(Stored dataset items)
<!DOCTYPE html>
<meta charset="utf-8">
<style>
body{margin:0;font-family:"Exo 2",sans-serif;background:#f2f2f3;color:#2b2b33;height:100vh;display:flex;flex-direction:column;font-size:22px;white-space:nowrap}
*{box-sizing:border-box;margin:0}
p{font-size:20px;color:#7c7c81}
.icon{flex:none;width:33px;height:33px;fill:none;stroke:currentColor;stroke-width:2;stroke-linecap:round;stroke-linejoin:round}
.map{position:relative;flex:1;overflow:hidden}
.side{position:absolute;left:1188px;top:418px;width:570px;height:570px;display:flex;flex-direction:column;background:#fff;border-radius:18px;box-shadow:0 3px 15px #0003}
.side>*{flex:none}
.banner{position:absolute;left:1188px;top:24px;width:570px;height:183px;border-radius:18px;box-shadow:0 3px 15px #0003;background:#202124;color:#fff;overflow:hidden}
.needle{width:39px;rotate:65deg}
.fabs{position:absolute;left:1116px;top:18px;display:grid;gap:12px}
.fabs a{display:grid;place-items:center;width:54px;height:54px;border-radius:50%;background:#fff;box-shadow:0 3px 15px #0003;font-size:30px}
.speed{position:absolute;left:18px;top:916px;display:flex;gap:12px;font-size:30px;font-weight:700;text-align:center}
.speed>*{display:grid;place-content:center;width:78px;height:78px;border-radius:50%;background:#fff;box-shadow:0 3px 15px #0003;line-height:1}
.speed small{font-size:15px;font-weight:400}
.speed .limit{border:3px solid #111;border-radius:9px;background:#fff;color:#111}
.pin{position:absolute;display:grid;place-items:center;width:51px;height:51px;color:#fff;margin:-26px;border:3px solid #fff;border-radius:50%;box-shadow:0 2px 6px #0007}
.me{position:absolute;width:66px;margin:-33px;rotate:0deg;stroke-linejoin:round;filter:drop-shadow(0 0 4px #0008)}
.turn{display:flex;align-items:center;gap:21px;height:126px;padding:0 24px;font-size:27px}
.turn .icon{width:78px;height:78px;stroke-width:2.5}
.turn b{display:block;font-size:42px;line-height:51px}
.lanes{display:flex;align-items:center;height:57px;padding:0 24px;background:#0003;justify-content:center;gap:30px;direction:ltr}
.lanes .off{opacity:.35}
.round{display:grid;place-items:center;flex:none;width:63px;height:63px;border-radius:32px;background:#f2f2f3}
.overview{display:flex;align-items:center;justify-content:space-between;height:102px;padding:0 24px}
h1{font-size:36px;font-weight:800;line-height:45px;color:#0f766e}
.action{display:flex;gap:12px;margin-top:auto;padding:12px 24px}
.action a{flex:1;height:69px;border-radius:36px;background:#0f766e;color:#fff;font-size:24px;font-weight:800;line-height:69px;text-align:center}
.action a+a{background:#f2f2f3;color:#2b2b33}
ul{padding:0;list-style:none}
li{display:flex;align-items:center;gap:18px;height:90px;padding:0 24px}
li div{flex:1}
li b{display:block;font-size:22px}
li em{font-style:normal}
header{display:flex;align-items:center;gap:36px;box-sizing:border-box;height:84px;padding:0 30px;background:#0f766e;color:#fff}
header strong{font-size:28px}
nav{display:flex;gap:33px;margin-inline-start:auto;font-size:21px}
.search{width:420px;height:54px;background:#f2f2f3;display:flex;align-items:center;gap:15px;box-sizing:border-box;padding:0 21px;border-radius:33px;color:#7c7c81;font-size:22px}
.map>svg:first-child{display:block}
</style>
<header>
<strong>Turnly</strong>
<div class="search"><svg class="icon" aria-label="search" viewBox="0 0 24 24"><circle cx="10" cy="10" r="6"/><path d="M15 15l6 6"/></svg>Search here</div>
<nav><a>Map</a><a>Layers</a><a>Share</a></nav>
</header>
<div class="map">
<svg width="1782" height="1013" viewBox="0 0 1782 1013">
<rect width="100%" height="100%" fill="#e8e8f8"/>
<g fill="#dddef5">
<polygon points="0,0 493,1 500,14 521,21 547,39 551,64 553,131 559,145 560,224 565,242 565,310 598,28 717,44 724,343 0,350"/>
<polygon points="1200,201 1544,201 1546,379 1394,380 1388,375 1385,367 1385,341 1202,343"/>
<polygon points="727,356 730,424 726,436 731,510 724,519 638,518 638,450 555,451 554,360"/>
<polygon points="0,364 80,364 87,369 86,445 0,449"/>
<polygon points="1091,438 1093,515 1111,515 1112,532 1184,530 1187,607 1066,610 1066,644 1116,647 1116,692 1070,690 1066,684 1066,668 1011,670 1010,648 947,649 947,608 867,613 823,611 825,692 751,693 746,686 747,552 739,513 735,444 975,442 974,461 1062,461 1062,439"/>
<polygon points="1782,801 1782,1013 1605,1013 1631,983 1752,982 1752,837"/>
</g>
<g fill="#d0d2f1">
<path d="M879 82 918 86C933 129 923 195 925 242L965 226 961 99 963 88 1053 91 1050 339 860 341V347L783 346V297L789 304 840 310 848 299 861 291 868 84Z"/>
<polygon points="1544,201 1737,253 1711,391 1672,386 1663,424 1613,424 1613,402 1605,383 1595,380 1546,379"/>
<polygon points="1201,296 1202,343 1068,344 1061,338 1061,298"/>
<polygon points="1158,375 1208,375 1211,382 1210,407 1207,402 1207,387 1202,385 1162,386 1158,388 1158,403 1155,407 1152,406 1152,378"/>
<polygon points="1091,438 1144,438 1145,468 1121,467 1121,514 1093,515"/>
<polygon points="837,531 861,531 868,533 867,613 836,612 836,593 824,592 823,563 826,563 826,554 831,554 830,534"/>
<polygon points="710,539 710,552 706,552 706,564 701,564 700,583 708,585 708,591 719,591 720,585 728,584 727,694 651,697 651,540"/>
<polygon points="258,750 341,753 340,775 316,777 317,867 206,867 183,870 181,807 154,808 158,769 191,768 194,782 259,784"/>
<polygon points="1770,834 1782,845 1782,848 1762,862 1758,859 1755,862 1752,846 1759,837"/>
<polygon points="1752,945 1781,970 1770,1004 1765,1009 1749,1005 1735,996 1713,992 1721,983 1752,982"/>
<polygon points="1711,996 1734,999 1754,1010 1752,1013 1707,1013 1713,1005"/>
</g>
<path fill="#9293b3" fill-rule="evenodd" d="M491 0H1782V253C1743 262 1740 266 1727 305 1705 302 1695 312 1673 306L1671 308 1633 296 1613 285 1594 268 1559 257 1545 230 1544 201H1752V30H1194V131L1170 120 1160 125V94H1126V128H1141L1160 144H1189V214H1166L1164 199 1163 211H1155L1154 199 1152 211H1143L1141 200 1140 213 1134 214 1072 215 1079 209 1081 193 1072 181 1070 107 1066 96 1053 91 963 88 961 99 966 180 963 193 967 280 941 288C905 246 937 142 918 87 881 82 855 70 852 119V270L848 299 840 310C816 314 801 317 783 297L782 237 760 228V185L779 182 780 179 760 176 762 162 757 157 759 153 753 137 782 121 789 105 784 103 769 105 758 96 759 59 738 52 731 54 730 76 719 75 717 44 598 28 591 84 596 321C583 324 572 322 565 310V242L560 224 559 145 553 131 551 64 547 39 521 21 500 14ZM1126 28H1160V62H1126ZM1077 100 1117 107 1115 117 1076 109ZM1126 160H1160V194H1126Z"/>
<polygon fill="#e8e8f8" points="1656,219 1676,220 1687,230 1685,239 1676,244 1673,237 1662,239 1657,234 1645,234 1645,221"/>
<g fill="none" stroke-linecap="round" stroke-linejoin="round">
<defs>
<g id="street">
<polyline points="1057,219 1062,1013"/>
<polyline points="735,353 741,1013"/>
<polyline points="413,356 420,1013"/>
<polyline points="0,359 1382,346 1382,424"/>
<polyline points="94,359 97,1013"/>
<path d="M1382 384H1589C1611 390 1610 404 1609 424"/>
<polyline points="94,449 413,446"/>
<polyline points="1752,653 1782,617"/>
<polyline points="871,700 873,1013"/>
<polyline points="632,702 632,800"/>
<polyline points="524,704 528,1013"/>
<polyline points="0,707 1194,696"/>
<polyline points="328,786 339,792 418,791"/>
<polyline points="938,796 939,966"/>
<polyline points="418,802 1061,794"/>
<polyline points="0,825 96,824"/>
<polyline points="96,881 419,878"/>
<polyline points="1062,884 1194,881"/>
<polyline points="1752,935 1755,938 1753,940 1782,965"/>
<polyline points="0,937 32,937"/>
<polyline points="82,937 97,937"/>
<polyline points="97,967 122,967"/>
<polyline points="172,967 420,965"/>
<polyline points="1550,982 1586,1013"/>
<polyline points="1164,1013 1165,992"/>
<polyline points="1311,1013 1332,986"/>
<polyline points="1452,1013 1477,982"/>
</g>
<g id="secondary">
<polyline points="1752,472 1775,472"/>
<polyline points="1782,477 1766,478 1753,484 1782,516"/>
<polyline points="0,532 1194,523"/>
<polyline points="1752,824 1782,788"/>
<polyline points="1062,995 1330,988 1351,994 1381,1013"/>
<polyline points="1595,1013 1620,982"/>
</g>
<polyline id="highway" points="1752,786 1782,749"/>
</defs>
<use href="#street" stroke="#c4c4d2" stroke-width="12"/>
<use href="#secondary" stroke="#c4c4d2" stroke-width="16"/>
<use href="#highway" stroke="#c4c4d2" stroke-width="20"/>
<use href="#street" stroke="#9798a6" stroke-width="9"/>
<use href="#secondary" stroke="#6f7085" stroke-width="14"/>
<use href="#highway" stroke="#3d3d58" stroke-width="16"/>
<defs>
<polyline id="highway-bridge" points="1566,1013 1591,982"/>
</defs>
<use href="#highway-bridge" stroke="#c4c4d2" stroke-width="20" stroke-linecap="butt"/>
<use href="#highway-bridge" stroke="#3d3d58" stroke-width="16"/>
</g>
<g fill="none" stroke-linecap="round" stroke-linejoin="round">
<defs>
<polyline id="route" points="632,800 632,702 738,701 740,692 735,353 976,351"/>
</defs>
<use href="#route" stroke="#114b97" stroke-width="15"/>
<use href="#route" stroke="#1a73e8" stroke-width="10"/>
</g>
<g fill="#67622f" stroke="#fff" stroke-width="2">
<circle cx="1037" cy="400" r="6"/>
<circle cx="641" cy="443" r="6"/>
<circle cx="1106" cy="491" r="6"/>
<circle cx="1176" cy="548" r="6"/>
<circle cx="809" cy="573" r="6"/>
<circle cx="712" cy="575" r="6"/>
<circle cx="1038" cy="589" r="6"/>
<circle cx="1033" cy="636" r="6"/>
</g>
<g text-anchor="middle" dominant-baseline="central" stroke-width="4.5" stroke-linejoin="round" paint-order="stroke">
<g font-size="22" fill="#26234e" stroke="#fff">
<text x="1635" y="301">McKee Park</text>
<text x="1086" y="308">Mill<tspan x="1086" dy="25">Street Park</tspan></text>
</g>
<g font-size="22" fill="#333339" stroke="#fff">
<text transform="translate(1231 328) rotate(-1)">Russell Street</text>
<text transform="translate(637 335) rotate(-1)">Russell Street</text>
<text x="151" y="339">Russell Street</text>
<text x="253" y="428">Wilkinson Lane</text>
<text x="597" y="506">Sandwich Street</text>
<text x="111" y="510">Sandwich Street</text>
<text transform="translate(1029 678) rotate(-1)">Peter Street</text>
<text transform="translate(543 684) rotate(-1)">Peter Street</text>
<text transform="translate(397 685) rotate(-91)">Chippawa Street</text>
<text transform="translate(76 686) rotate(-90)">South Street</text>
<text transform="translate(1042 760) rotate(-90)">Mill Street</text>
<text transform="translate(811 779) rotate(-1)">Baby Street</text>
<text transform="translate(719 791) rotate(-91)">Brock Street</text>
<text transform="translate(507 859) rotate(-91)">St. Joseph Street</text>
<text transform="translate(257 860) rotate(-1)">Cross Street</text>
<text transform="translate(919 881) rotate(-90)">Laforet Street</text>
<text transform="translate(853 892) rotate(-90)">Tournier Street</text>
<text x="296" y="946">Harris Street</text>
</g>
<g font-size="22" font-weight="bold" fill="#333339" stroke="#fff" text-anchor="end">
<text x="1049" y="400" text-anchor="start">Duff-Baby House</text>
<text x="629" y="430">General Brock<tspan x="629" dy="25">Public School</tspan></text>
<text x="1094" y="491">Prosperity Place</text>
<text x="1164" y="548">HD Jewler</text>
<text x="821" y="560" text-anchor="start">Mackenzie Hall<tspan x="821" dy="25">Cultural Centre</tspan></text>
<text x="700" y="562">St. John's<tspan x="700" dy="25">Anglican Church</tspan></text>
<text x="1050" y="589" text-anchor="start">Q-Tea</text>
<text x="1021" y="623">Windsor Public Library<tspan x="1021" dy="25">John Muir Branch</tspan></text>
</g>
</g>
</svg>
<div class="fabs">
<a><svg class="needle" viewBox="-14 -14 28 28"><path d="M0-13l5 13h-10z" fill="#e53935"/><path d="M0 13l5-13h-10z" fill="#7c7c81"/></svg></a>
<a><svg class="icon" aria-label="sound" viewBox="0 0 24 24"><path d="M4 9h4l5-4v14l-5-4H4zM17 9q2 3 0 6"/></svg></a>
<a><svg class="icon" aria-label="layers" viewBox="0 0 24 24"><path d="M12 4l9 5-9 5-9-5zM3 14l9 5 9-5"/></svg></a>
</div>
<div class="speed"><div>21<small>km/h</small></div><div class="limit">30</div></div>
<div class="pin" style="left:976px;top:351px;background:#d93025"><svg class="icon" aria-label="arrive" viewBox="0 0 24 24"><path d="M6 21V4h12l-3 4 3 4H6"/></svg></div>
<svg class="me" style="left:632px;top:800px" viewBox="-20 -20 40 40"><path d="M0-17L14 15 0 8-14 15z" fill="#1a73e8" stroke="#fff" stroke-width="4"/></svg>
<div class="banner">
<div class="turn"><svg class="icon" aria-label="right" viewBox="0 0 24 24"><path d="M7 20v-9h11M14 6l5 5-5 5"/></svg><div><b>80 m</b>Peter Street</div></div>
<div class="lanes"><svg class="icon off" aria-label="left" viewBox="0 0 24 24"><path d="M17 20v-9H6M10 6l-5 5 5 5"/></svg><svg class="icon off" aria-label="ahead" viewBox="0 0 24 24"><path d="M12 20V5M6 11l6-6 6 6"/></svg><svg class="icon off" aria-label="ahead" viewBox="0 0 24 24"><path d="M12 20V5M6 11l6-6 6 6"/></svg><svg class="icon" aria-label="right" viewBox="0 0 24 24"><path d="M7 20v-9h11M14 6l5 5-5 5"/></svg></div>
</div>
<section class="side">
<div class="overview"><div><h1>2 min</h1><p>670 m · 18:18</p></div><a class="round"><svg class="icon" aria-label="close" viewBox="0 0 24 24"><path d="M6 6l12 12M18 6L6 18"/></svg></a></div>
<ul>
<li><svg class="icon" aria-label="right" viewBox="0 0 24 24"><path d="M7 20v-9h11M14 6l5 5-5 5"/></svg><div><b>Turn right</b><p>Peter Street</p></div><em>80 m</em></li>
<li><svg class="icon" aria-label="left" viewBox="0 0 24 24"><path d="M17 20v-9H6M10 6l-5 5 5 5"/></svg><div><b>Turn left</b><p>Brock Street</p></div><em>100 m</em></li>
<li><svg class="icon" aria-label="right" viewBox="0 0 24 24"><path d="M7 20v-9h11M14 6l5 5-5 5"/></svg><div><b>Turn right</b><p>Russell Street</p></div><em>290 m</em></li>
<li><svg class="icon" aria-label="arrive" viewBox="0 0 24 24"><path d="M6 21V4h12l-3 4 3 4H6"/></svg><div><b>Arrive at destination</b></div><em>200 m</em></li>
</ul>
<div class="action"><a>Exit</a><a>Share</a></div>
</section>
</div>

What is being asked → From the records above, copy each line that contains the word "overflow".

Answer below →
.map{position:relative;flex:1;overflow:hidden}
.banner{position:absolute;left:1188px;top:24px;width:570px;height:183px;border-radius:18px;box-shadow:0 3px 15px #0003;background:#202124;color:#fff;overflow:hidden}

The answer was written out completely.